Mon bébé... Mon bébé qui n’en est plus un et qui souffre de problèmes de grands...

Qu’il est loin le temps où un bisou magique suffisait à apaiser les douleurs de son cœur. Maintenant, il n’a plus d’autres choix que de la regarder subir les déconvenues de la vie, impuissant à la soulager. Son adolescence a beau être derrière lui, il se rappelle combien cette période, riche en bouleversements physiques et émotionnels, est sensible. C’est le cœur serré qu’il s’approche de sa fille, tandis que cette dernière est recroquevillée sur son lit. Même s'il ne comprend pas ce revirement de situation, il sent bien que sa grande est tendue et prête à exploser. Décidément, ses enfants ont vraiment beaucoup pris de lui, pense-t-il pour lui-même. Il devine que c’est à lui de briser la glace, sans cela, sa fille restera muette comme une tombe.

— Qu’est-ce qui se passe ma chérie ? demande-t-il tout bas.

Elle soupire.

— Rien. Je veux juste que tu dises aux gens de partir. Dis-leur que je suis malade et que la fête est finie.

— Je vais le faire, ma puce, tu peux compter sur moi.

D’autant qu’abréger cette fête est la meilleure suggestion que j’ai reçu ces derniers temps. Au diable les mondanités, place à la vie de famille et au clan.

— Je peux mentir aux invités pour ton bien-être, mais j’aimerais que tu me dises, à moi, la vérité.

L’image de Quentin emmenant Manuella sur sa bécane rutilante continue de hanter l’esprit de la jeune fille. Elle n’avait pas du tout prévu que la femme dont il lui avait parlé cette nuit soit elle, et qu’elle soit déjà sous leur toit qui plus est. Hors de question qu’elle s’en ouvre à son père et lui avoue avoir une attirance pour l’un de ses meilleurs amis. Il ne comprendrait pas, pas plus qu’elle au demeurant. Ce nouvel et puissant attrait est aussi inattendu que déstabilisant.

— Y a rien, Pa’, je t’assure, essaie-t-elle de le convaincre. C’est juste que, là, j’ai plus envie de faire la fête, c’est tout.

— Il s’est passé quelque chose, quelqu’un t’a embêtée ?

— Non. Je préfère être seule. Vraiment seule, tu vois. Je pensais que Clara et moi on était faîtes pour être ensemble mais finalement, je ne crois pas que je sois encore amoureuse d’elle.

— Ah, je vois. Ce sont des choses qui arrivent. Tu lui en as parlé ?

— Non, c’est tout récent ce que je ressens. Et je ne veux pas lui en parler pour le moment. Je suis perdue, je veux d’abord savoir où j’en suis... Mais si je prends mes distances avec elle, physiquement, je veux dire, je sais qu’elle se doutera tout de suite de quelque chose et qu’elle me quittera. Et je ne veux pas la perdre non plus. Je ne sais plus quoi faire...

Erwann grimace en entendant ses confessions. Il n’aime pas l’idée que sa fille se force à entretenir une certaine proximité physique avec une personne si elle n’en a plus envie, juste pour ne pas la froisser. Cela ne lui ressemble pas, et ça ne correspond pas à l’éducation qu’il lui a donnée. Cette réaction de soumission souligne à ses yeux à quel point sa grande a été affectée par les derniers épisodes de leur vie mouvementée. Il s’en veut tellement de lui avoir imposé ça, que son comportement désinvolte ait eu tant de dommages collatéraux auxquels il n’aurait jamais pensé. Si seulement il pouvait revenir en arrière... Mais c’est impossible, et à défaut de solutions immédiates, il peut au moins essayer de se montrer compréhensif et, si possible, rassurant.

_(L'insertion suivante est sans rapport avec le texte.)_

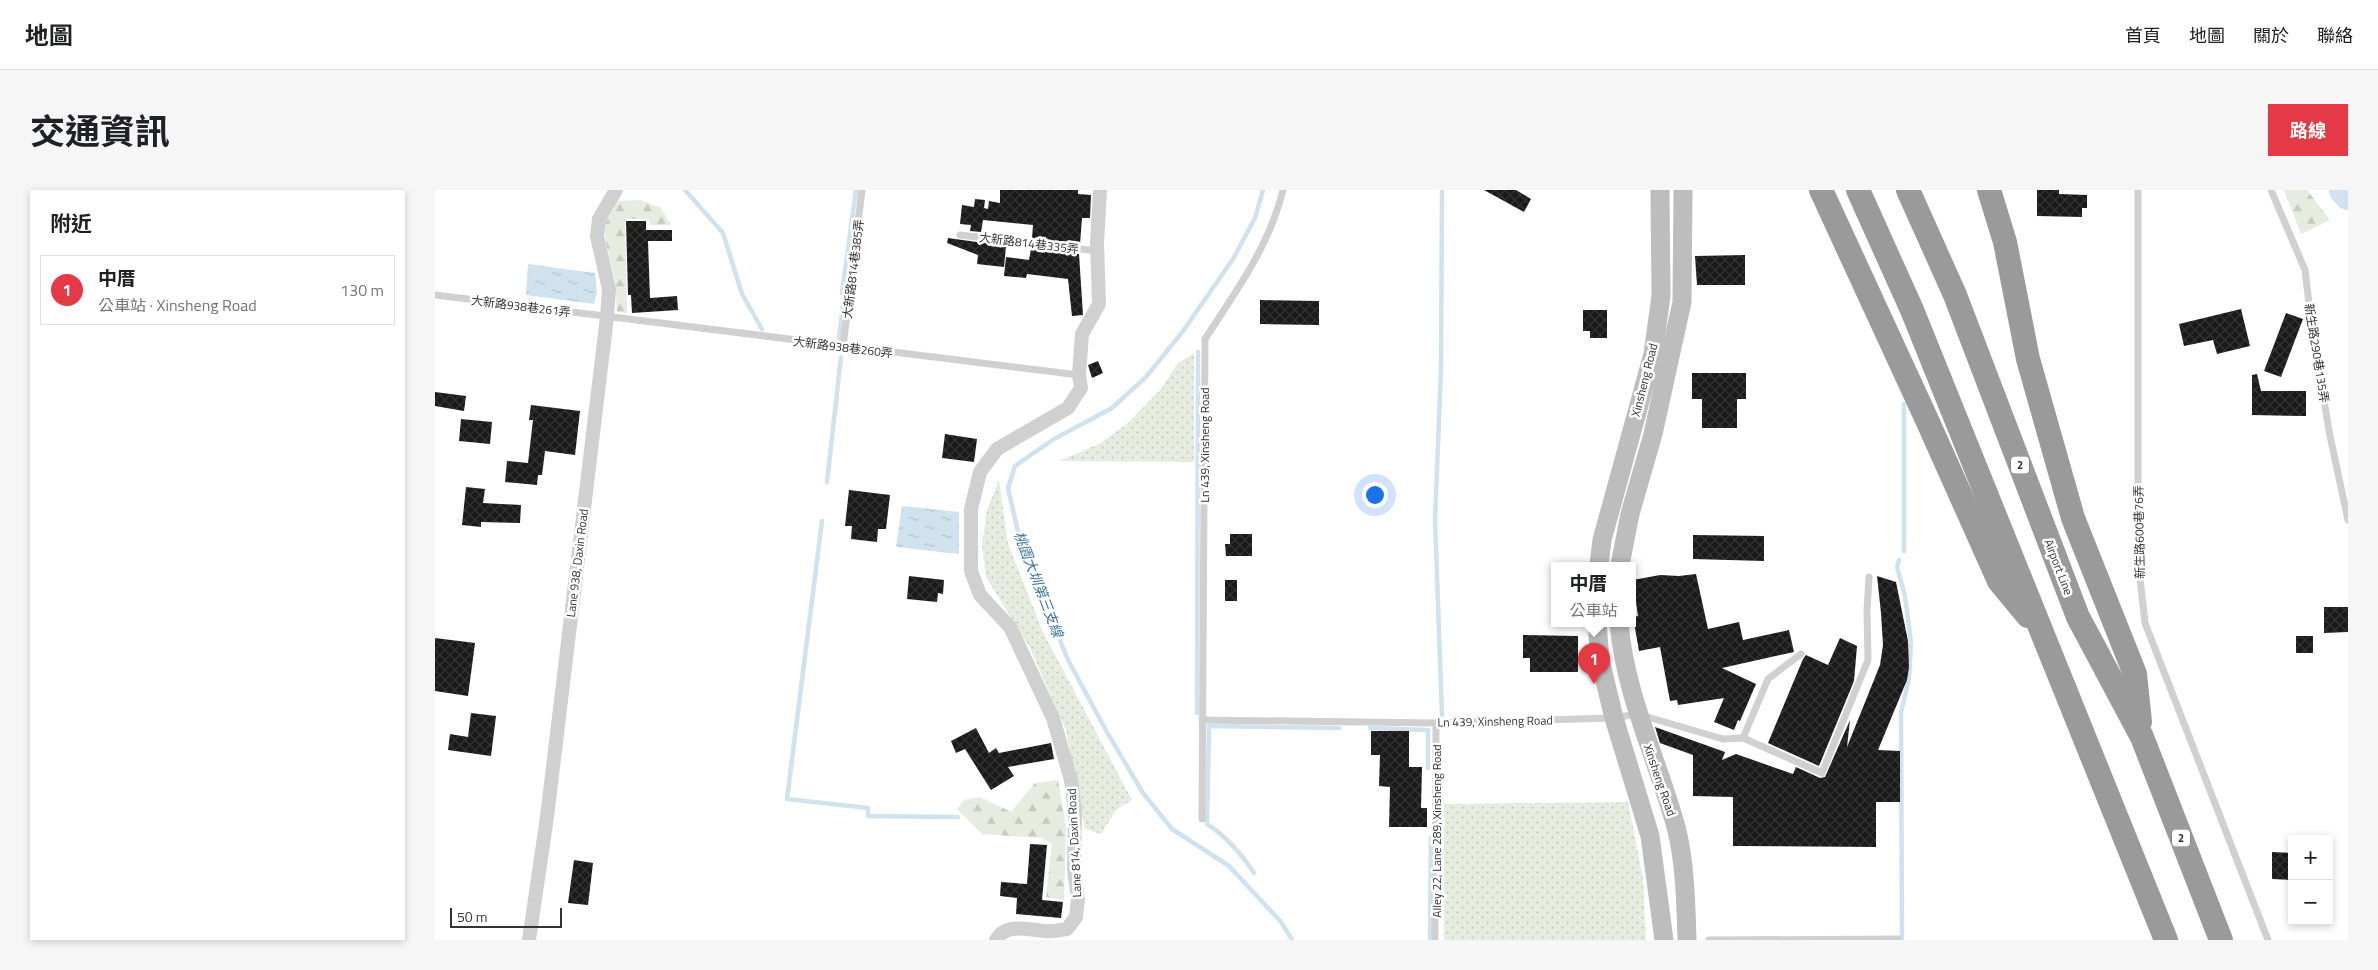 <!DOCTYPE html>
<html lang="zh-TW">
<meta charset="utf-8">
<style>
:root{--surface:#fff;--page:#f6f6f6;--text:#202124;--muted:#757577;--line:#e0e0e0;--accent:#e63946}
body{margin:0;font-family:"Titillium Web","Noto Sans TC",sans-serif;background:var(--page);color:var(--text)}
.controls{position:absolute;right:15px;bottom:15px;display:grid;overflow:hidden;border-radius:0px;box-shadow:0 2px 8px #0003}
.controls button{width:45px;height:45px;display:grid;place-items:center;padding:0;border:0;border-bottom:1px solid var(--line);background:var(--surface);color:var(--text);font:25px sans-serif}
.scale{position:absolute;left:15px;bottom:12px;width:112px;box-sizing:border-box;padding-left:5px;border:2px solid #333;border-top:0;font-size:14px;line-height:18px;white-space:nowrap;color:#333;-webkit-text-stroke:4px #fff;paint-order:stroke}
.you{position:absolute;left:939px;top:304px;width:18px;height:18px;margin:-12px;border:4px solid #fff;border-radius:50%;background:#1a73e8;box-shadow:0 0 0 8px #1a73e833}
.badge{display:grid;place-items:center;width:32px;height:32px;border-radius:50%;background:var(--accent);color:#fff;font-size:16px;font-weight:700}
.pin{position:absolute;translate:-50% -41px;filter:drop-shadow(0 1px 2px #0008)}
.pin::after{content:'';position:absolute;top:26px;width:18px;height:15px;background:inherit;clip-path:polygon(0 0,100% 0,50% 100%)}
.popup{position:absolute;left:1116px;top:372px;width:85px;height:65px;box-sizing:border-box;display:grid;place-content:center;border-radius:0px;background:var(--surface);filter:drop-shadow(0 1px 4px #0005);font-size:16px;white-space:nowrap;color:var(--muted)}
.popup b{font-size:19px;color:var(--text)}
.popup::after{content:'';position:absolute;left:50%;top:100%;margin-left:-10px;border:10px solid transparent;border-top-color:var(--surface)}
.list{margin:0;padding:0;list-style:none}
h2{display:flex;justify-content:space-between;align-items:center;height:65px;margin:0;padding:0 20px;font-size:21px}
h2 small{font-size:16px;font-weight:400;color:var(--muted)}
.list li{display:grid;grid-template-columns:32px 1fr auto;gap:15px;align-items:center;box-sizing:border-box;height:70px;margin:0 10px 10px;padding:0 10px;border:1px solid var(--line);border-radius:0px}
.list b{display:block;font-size:19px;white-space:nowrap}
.list p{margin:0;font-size:16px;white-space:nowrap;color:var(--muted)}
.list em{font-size:16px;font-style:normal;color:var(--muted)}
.map{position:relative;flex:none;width:1913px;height:750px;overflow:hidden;border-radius:0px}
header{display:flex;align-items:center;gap:30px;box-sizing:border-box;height:70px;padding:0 25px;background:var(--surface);border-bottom:1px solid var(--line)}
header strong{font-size:24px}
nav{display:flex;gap:28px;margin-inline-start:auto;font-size:18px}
.intro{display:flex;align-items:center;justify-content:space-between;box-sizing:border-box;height:120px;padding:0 30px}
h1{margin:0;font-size:35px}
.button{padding:12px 22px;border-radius:0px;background:var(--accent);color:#fff;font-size:18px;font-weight:700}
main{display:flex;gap:30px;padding:0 30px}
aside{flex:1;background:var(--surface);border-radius:0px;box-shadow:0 2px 8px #0003}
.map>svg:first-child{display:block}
.grass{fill:url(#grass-dots)}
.forest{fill:url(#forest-firs)}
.water{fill:url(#water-ripples)}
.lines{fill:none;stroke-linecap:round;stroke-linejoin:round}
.stream{stroke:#cfe2ee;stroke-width:4.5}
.river{stroke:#cfe2ee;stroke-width:28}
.building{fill:url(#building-cross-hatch)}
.service{stroke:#d0d0d0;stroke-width:7}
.minor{stroke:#d0d0d0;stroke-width:14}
.secondary{stroke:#bdbdbd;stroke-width:19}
.motorway{stroke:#9a9a9a;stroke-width:24}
.labels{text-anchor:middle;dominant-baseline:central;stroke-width:5;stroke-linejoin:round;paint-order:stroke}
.shield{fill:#fff;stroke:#707070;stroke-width:1}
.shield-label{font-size:11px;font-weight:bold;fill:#333}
.street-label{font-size:12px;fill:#333;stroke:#fff}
.water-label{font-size:14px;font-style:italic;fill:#3f7597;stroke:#fff}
</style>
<header>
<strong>地圖</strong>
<nav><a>首頁</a><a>地圖</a><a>關於</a><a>聯絡</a></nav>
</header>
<div class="intro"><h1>交通資訊</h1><a class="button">路線</a></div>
<main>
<aside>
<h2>附近<small></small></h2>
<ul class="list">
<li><span class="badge">1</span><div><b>中厝</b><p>公車站 · Xinsheng Road</p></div><em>130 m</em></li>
</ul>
</aside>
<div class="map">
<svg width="1913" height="750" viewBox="0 0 1913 750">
<defs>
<pattern id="grass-dots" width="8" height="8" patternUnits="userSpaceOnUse" patternTransform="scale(1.25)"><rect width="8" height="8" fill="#e6ecdf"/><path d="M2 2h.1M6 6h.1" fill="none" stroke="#c6cbc0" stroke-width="1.8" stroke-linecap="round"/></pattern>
<pattern id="forest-firs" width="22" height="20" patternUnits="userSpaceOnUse" patternTransform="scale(1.25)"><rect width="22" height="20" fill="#e6ecdf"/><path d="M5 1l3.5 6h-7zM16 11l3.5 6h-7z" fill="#c6cbc0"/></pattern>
<pattern id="water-ripples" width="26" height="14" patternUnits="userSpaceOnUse" patternTransform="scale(1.25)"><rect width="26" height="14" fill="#cfe2ee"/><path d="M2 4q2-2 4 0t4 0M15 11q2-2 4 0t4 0" fill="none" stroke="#b2c2cd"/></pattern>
<pattern id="building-cross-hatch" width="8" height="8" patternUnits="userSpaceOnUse" patternTransform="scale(1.25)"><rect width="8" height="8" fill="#1a1a1a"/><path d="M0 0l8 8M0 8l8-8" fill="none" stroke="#333"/></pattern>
</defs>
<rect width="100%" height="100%" fill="#fff"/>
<g class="grass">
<path d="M759,163V272L624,271L664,254L693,233L727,198L742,174Z"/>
<path d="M564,290L573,354L608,442L697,610L681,620L666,644L650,639L631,540L595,458L551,387L547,355L552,320Z"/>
<path d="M1193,612L1208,688L1211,750H1009V614Z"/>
</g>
<g class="forest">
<path d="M1849,0H1872L1895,30L1866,44Z"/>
<path d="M205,10L226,18L236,35H215L214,29H190L192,123L182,122L180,89L171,53L169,35L183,11Z"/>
<path d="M623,590L631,637L629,710L611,707L617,654L606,648L547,644L522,619L529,610L545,607L576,622L600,593Z"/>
</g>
<g class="water">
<path d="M93,74L160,83L162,102L159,114L91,105Z"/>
<path d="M467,316L524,322V364L461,357Z"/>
</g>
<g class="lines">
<g class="stream">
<path d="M250,0L288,43L307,104L327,139"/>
<path d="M828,0L820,28L798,69L748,141L711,187L677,218L619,249L580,276L573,298L586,355L633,470L673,544L708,603L737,639L794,676L846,732L857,750"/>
<path d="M407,103L421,0"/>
<path d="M404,149L408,115"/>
<path d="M392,292L406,167"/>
<path d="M387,331L352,609L433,618V626L523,627"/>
<path d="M1469,361V214"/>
<path d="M1464,370L1462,377L1470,406L1476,452L1474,489L1466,522L1467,750"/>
<path d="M762,523L763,162"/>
<path d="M1007,525L1000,330L1006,178L1007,0"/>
<path d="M935,538L993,540V578"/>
<path d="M819,683C806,663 792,647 772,634L774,536L904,538"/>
<path d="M995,750L996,648"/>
</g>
<path class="river" d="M1908,0L1913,6"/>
</g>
<g class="building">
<path d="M565,0H643V4L656,5L655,28H647L645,54L597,48L598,35L548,30L546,42L535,41L536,35L525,34L527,15L539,17L540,9L550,10L549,18L553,19L554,11L565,13Z"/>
<path d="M1049,0H1081L1096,9L1089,22Z"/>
<path d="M1602,0H1624V4L1652,5V18H1647V27L1602,26Z"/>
<path d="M191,31H211V40H237V51H213L215,108L242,106L243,120L197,123L196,105H193Z"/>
<path d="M513,48L571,56L569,77L542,74L543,65L512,53Z"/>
<path d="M596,59L644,64L648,125L637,126L633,89L592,84L591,88L569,86L571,67L594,70Z"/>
<path d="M1310,65V95H1262L1260,66Z"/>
<path d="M825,110L884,111V135L825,134Z"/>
<path d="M1806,119L1815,156L1782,164L1778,150L1749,156L1744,134Z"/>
<path d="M1148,120H1172V148H1155V141H1148Z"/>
<path d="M1851,123L1868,129L1846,187L1829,181Z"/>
<path d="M663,171L668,183L657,188L653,175Z"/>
<path d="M1257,183H1311V209H1302V238H1267V209H1257Z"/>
<path d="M1822,184L1826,201H1871V226L1817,225V185Z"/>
<path d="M0,202L31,206L29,221L0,216Z"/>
<path d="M96,215L145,221L140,265L110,261L107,285H103L102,295L70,292L72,271L93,273L98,230H94Z"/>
<path d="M26,229L57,232L55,254L24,251Z"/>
<path d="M510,244L542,249L539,272L507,268Z"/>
<path d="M31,297L50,299L48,313L86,315L85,333L46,332V337L27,335Z"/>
<path d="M414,300L455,305L451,339H443L442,352L416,349L417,336H410Z"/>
<path d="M795,344H817V366H791L790,354H795Z"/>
<path d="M1258,345L1329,346V371L1258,369Z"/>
<path d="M1261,384L1273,439L1304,432L1308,450L1354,440L1359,462L1287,478L1321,494L1305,531L1303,530L1299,540L1279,532L1289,508L1243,515L1242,510L1235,511L1225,457L1204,461L1198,427L1203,426L1198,390L1225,385L1244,386Z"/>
<path d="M474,386L509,390L508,404L503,403L502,412L472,409Z"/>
<path d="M1442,386L1461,392L1473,451L1474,477L1472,490L1443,560L1465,561V612H1441V657L1298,656V607L1258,606V565L1225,553L1220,537L1290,562L1287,570L1301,564L1358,584L1361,577L1385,588L1390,587L1415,530L1412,557L1445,475L1448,455L1446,423Z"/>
<rect x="790" y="390" width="12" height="21"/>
<path d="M1889,417H1913V442L1889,443Z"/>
<path d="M1088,445L1143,446V482H1095V468H1088Z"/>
<rect x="1861" y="446" width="17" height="17"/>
<path d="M0,448L40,453L33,506L0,501Z"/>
<path d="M1405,448L1422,456L1419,491L1384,576L1333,553L1368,469L1371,465L1393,475Z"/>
<path d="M36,523L61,526L56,566L13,560L15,544L33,547Z"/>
<path d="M541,538L554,563L561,558L564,563L616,553L619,569L573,577L579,586L556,600L530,559L521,563L516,551Z"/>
<path d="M936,541H974V577H987L986,618H992V637H954L955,597L944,596L945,565H936Z"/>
<path d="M595,654L612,655L607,710L628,712L626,728L581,724L582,708L565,706L566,692L592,694Z"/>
<path d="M1837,662L1857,663V690L1837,689Z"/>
<path d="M139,670L158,673L153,715L133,713Z"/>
</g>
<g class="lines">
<g class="service">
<path d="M1703,0V371L1710,433L1833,750"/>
<path d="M1836,0L1870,80L1877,139L1895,246L1913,330"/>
<path d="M525,45L663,61"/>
<path d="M0,105L644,185"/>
<path d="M408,157L427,0"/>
<path d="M767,530L1001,533L1179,528L1202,524L1288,549L1308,548L1387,583L1433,470L1432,421L1434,387"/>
<path d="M1308,548L1333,489L1366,464"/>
<path d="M767,629L770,149C801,101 834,57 848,0"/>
<path d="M1000,750L1001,533"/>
<path d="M1274,750L1463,749"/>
</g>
<g class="minor">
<path d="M94,750L112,627L172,127L174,99L162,46L164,29L181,0"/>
<path d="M561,750C572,731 596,741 612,741C619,742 626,740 632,739L641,727L643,709L639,680L640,621L636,590L618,528L575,437L545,405L536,381V319L545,282L562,259L633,218L646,198L644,185L647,144L664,114L662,53L665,0"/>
</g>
<g class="secondary">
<path d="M1164,375L1167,350L1218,164L1226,106L1225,0"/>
<path d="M1185,375L1195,324L1218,244L1247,112L1248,0"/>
<path d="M1162,433L1165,470L1179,528L1215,646L1229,750"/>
<path d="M1184,433C1190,505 1222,568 1241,637C1250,670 1251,715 1252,750"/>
</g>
<g class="motorway">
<path d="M1386,0L1492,230L1564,391L1593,426"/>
<path d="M1423,0L1477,120L1731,750"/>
<path d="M1473,0L1520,105L1643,427L1707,547L1786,750"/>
<path d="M1554,0L1570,52L1593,169L1638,328L1700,484L1705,532"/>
</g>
</g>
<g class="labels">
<g class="shield">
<rect x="1576" y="266.5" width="18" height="17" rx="4"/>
<rect x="1737" y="639.5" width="18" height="17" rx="4"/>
</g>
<g class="shield-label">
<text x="1585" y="275">2</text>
<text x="1746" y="648">2</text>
</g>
<g class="street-label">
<text transform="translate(594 53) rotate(7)">大新路814巷335弄</text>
<text transform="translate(418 79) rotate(-83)">大新路814巷385弄</text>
<text transform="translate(86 116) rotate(7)">大新路938巷261弄</text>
<text transform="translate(408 157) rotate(7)">大新路938巷260弄</text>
<text transform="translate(1882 163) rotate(81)">新生路290巷135弄</text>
<text transform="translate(1209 190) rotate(-76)">Xinsheng Road</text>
<text transform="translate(769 255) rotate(-90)">Ln 439, Xinsheng Road</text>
<text transform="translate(1704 342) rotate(-91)">新生路600巷76弄</text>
<text transform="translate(142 373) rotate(-83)">Lane 938, Daxin Road</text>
<text transform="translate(1624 377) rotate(69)">Airport Line</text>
<text transform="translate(1060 531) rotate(-1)">Ln 439, Xinsheng Road</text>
<text transform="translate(1225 590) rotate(71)">Xinsheng Road</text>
<text transform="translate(1001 641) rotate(-90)">Alley 22, Lane 289, Xinsheng Road</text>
<text transform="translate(639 653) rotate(-93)">Lane 814, Daxin Road</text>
</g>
<g class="water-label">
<text transform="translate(604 394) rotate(69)">桃園大圳第三支線</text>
</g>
</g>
</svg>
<div class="controls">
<button>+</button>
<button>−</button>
</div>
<div class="scale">50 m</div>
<div class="you"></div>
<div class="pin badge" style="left:1159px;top:494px">1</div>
<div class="popup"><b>中厝</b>公車站</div>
</div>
</main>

— Quelle est la meilleure solution pour toi, ma chérie ?

— Aucune, y’en a pas. Je veux rester là, sous la couette, jusqu’à ce que je sache quoi faire.

— Tu ne veux pas venir en bas avec nous ? Histoire de te changer les idées.

À la pensée que Quentin et Manuella pourraient ressurgir à tout instant de leur balade sur l’énorme cylindrée, une nausée la saisit, suivie d’une montée d’angoisse, qu’elle peine à camoufler.

— Non. J’ai envie de.... je ne sais pas Pa’, je ne sais pas ce que j’ai. Tout se mélange. Dans ma tête, dans mon cœur, c’est comme si je ne savais plus qui j’étais, ce que je voulais...

Erwann tente de la tranquilliser en lui affirmant qu’il est tout à fait normal qu’elle ressente cela en ce moment, étant donné les violents remous vécus ces derniers mois. Il confie être lui aussi déboussolé par sa sortie de prison et ce retour à sa vie d’avant, tout en ayant au-dessus de lui l’ombre angoissante d’un avenir effrayant.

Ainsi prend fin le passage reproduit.